What lines in the entries hold the string "linecap"? List them.

(RECORDED DATA Opens)

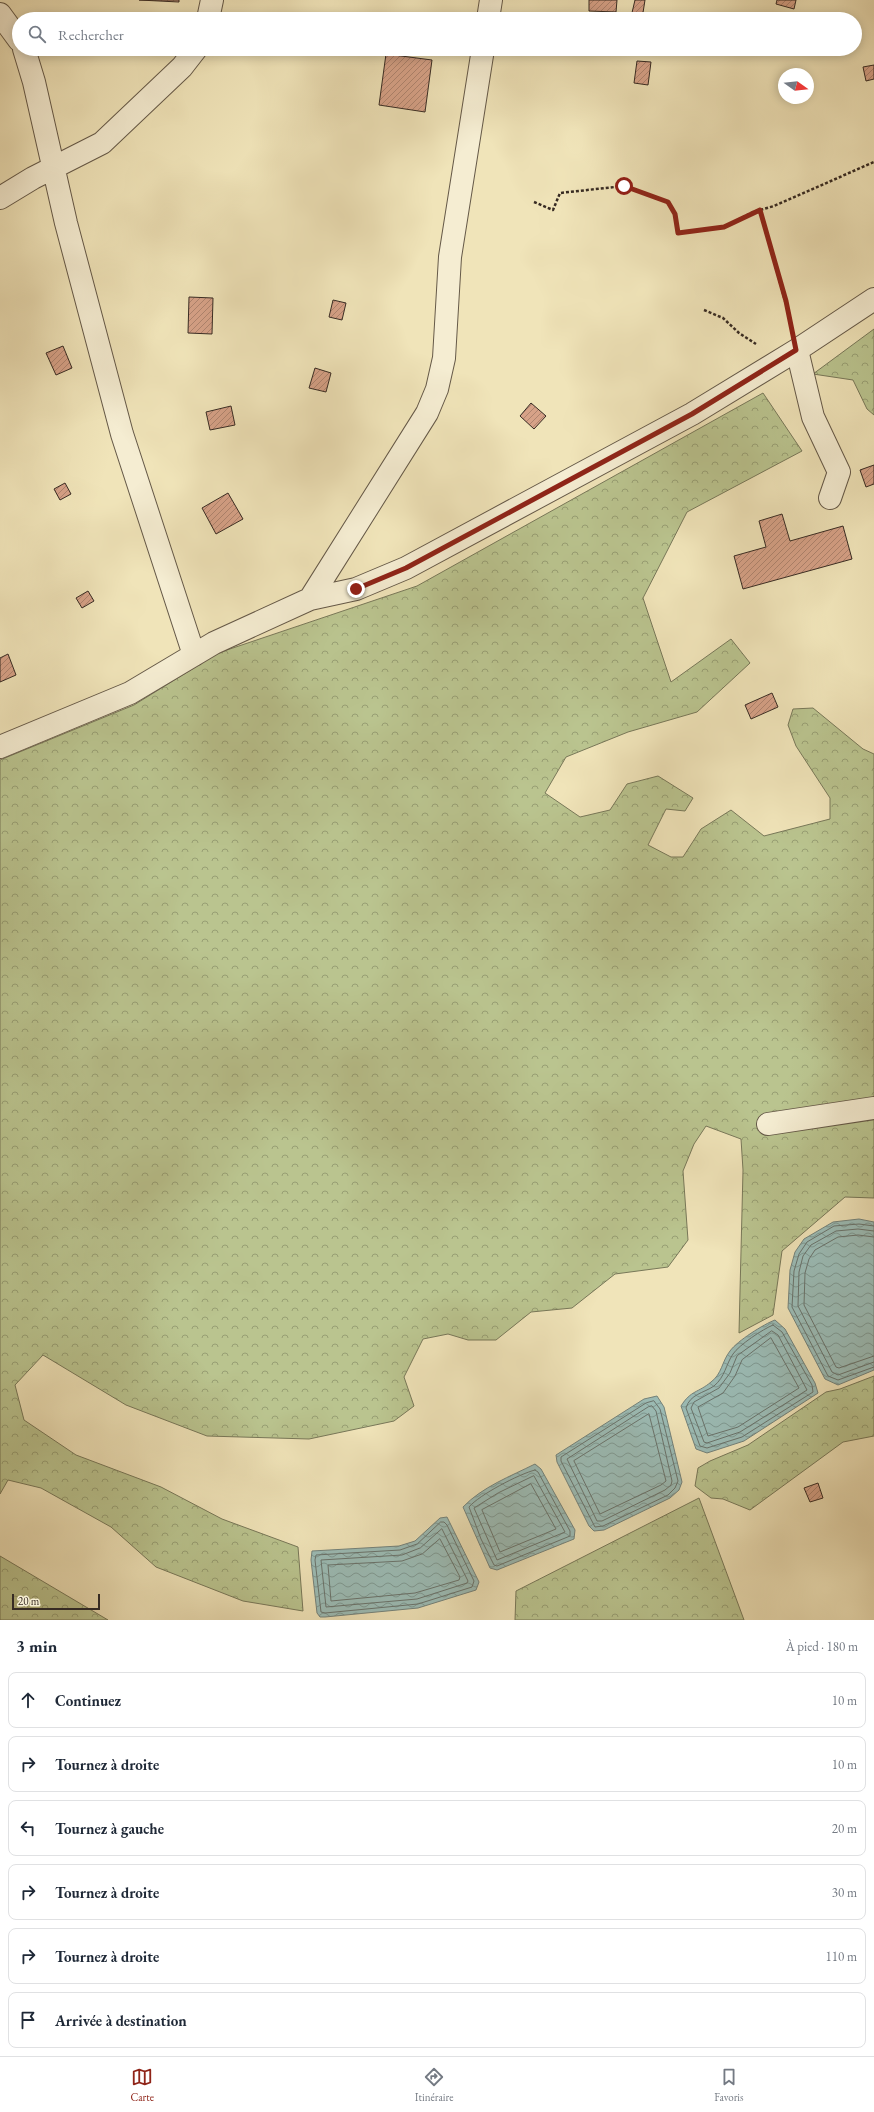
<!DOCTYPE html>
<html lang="fr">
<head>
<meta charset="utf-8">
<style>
	body { margin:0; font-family:"EB Garamond",serif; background:#f2f2f3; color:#1f2937 }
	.compass { position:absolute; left:778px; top:68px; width:36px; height:36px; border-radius:50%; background:#fff; box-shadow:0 2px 10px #0003; rotate:105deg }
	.scale { position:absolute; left:12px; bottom:10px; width:88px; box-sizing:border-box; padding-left:4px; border:2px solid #372b23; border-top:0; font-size:11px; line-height:14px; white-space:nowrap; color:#372b23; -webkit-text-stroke:3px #f5edd2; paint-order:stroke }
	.stop { position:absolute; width:12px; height:12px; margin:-9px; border:3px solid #8f2418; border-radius:50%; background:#fff }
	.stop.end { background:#8f2418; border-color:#fff; box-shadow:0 1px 4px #0008 }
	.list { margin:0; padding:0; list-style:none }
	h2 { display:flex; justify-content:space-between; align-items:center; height:52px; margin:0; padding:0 16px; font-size:17px }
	h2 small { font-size:13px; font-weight:400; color:#747a83 }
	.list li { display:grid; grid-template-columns:26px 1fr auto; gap:12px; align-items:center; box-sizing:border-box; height:56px; margin:0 8px 8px; padding:0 8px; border:1px solid #e0e1e3; border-radius:8px }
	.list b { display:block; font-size:15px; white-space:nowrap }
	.list em { font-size:13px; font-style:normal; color:#747a83 }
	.icon { flex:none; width:22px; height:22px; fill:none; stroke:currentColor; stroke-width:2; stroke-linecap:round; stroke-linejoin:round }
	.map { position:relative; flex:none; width:874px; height:1620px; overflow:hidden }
	.search { position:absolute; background:#fff; box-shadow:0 2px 10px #0003; left:12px; right:12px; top:12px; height:44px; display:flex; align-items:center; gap:10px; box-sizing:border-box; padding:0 14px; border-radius:22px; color:#747a83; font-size:15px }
	.sheet { height:436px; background:#fff }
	nav { display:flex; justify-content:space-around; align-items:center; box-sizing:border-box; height:56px; border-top:1px solid #e0e1e3; background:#fff; font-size:11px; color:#747a83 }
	nav a { display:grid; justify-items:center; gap:2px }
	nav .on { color:#8f2418 }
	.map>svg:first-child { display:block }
	.forest { fill:url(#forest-crowns); stroke:#787859 }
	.water { fill:url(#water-waves); stroke:#74837c }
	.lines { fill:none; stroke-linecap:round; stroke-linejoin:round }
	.shore { stroke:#6a746d; stroke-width:1 }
	.building { fill:url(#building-hatch); stroke:#372b23 }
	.minor-casing { stroke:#655948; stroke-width:24 }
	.path { stroke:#372b23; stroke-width:2.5; stroke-dasharray:3 2; stroke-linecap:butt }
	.minor { stroke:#f5edd2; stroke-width:22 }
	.route { stroke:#8f2418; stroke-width:5 }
</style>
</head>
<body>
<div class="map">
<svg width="874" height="1620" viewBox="0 0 874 1620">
	<defs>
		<pattern id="forest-crowns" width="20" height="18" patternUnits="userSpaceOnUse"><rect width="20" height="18" fill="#bac48f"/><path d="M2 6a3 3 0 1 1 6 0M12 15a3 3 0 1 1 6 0" fill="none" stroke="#989f74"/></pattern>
		<pattern id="water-waves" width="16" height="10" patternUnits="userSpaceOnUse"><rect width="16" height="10" fill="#9cbdb7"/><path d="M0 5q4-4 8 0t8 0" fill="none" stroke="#809a94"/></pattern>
		<pattern id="building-hatch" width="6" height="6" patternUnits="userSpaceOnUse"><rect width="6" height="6" fill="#d7a288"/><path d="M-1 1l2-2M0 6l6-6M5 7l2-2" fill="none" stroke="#af846f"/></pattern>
	</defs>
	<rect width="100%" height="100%" fill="#f0e4b9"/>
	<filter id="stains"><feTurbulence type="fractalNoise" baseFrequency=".005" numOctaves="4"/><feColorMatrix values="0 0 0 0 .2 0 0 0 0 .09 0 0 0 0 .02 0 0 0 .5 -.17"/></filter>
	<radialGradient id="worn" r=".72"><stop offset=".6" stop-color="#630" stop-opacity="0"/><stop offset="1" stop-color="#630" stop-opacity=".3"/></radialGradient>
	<path class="forest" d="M874 329V415L867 409 853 380 813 374Z
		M763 393 802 451 687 512 643 598 671 682 731 639 750 663 697 712 628 732 566 757 545 793 580 817 610 810 627 784 658 776 693 798 685 811 666 809 648 845 671 857H683L701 829 731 810 764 836 830 819V798L796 746 788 725 793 709 813 708 863 749 874 754V1198L845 1197 782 1251 773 1315 739 1333 743 1170 741 1139 706 1126 694 1144 683 1171 688 1240 668 1267 615 1274 572 1308 531 1312 496 1340H468L448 1334 423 1339 404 1377 414 1406 394 1421 309 1439 207 1436 126 1405 43 1355 15 1385 24 1420 76 1455 161 1487 222 1519 298 1547 303 1611 243 1601 156 1567 111 1527 41 1488 8 1480 0 1494V760L134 705 218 653 417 586Z
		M874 1376V1436L843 1442 750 1510 723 1499 711 1498 695 1486 698 1468 710 1461 748 1445 826 1392 840 1389Z
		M699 1498 744 1620H515L516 1591Z
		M0 1556 108 1620H0Z"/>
	<path class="water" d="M859 1219 874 1222V1370L838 1385 825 1379 788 1308 790 1270 795 1252 804 1239 833 1222Z
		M775 1320 785 1329 815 1383 818 1393 744 1441 707 1453 696 1449 681 1406C691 1390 698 1393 711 1382 722 1374 722 1361 730 1351 737 1341 764 1324 775 1320Z
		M657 1396 664 1407 682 1482 679 1490 670 1498 604 1530 594 1531 589 1526 557 1462 556 1455 644 1399Z
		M535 1464 541 1469 575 1530 574 1539 497 1570 490 1568 463 1507C482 1487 511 1476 535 1464Z
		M447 1517 479 1582 476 1590 418 1608 325 1617H320L317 1613 311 1560 312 1551 399 1546 415 1541 440 1518Z"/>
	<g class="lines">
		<path class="shore" d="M874 1226 859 1224 834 1226 807 1242 799 1254 794 1271 792 1307 828 1376 838 1380 874 1367
			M874 1231 858 1229 836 1231 811 1245 803 1256 799 1272 798 1306 832 1372 838 1375 874 1362
			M874 1237 858 1235 838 1237 815 1250 809 1259 805 1273 804 1305 836 1367 839 1368 874 1356
			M773 1325 782 1332 812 1385 813 1392 742 1437 707 1448 700 1446 686 1408C690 1394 704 1393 714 1386 725 1377 726 1364 733 1354 739 1345 763 1329 773 1325Z
			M772 1331 778 1335 807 1390 740 1432 707 1443 704 1442 691 1408 694 1402 719 1388 730 1373 737 1356Z
			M771 1338 799 1388 738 1427 708 1436 698 1407 723 1393 735 1376 742 1360Z
			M654 1401 660 1409 678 1481 675 1488 668 1495 603 1526 595 1527 561 1461V1457L646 1403Z
			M652 1406 656 1411 672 1481 671 1485 665 1490 602 1521H597L567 1459 648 1407Z
			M649 1414 666 1481 661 1485 600 1514 574 1461Z
			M535 1470 538 1472 570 1531V1536L497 1566 494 1565 481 1539 469 1507C479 1495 519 1474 535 1470Z
			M534 1476 565 1532 497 1560 474 1508 498 1493Z
			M531 1484 556 1529 500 1552 482 1510Z
			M441 1522H444L447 1525 474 1581 472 1587 418 1604 325 1613 321 1612 315 1560 316 1555 400 1550 417 1544Z
			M442 1529 468 1581 467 1583 417 1599 326 1607 321 1560 402 1555 420 1548Z
			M440 1539 460 1577 459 1580 415 1593 331 1601 328 1565 402 1561 422 1554Z"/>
	</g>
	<path class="building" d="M139 0H179V2Z
		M589 0H617L616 12 589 11Z
		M635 0H645L642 19 631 17Z
		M777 0H796L794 9 776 4Z
		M724 49H740V53L724 55Z
		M386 54 432 60 425 112 379 105Z
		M637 61 651 62 648 85 634 83Z
		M874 65V79L866 81 863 67Z
		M189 297 213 298 212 334 188 333Z
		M333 300 346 303 342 320 329 317Z
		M63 346 72 368 56 375 46 353Z
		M315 368 331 373 326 392 309 388Z
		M531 403 546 416 534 429 520 416Z
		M231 406 235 425 210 430 206 412Z
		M874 465V484L866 487 860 470Z
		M65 483 71 494 60 500 54 489Z
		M228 493 243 519 216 534 202 508Z
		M782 514 790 541 843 526 852 559 743 589 734 556 766 547 759 521Z
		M88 591 94 601 82 608 76 598Z
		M8 654 16 675 0 682V658Z
		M772 693 778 707 751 719 745 705Z
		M818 1483 823 1498 810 1502 804 1488Z"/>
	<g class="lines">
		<defs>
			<path id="minor" d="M0 14 19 40
				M208 19 212 0
				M488 19 491 0
				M24 49 34 82 66 223 122 434 194 655
				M0 198 33 178 102 143 182 67 196 49
				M797 350 813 417 839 472 830 498
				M310 599 427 413 437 389 444 358 450 257 483 49
				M0 747 130 693 214 643 310 599 356 589 406 568 692 414 797 350 874 299
				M768 1124 874 1108"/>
		</defs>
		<use href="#minor" class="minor-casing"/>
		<path class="path" d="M534 202 553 210 560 193 624 186 668 202 675 214 678 233 724 227 753 212 774 206 874 162
			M760 209 791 323
			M704 310 723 318 739 333 756 344"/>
		<use href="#minor" class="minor"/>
	</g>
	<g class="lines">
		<path class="route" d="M356 589 406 568 692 414 796 350 786 301 760 210 724 227 678 233 675 214 668 202 624 186"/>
	</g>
	<rect width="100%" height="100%" filter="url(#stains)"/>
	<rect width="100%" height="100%" fill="url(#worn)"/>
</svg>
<svg class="compass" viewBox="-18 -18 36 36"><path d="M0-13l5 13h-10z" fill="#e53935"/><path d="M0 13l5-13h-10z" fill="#747a83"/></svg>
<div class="scale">20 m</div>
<div class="stop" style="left:624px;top:186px"></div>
<div class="stop end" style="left:356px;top:589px"></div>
<div class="search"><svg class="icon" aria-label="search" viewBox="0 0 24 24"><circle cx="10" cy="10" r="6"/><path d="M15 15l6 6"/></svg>Rechercher</div>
</div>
<section class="sheet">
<h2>3 min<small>À pied · 180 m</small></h2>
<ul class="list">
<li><svg class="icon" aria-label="ahead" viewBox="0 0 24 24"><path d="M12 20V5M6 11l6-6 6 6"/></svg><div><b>Continuez</b></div><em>10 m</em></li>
<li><svg class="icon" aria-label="right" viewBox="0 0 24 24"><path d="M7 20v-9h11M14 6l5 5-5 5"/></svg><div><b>Tournez à droite</b></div><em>10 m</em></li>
<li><svg class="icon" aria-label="left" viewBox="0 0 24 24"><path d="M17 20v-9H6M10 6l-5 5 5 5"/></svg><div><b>Tournez à gauche</b></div><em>20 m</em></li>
<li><svg class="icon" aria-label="right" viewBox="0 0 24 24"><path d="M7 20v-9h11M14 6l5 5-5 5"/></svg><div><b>Tournez à droite</b></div><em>30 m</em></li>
<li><svg class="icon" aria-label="right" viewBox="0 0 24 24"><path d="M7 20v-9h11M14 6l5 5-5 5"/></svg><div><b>Tournez à droite</b></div><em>110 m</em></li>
<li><svg class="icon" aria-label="arrive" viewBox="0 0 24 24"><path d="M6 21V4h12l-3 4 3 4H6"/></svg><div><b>Arrivée à destination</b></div></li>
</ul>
</section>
<nav>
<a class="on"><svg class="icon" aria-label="map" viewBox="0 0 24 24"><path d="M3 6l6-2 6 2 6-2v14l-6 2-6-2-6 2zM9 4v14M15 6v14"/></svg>Carte</a>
<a><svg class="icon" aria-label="directions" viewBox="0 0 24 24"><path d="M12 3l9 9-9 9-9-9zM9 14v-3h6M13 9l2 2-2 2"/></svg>Itinéraire</a>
<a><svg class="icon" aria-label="saved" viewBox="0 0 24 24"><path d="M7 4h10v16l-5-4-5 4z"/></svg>Favoris</a>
</nav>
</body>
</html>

(RECORDED DATA Closes)

WRITTEN RESPONSE –
	.icon { flex:none; width:22px; height:22px; fill:none; stroke:currentColor; stroke-width:2; stroke-linecap:round; stroke-linejoin:round }
	.lines { fill:none; stroke-linecap:round; stroke-linejoin:round }
	.path { stroke:#372b23; stroke-width:2.5; stroke-dasharray:3 2; stroke-linecap:butt }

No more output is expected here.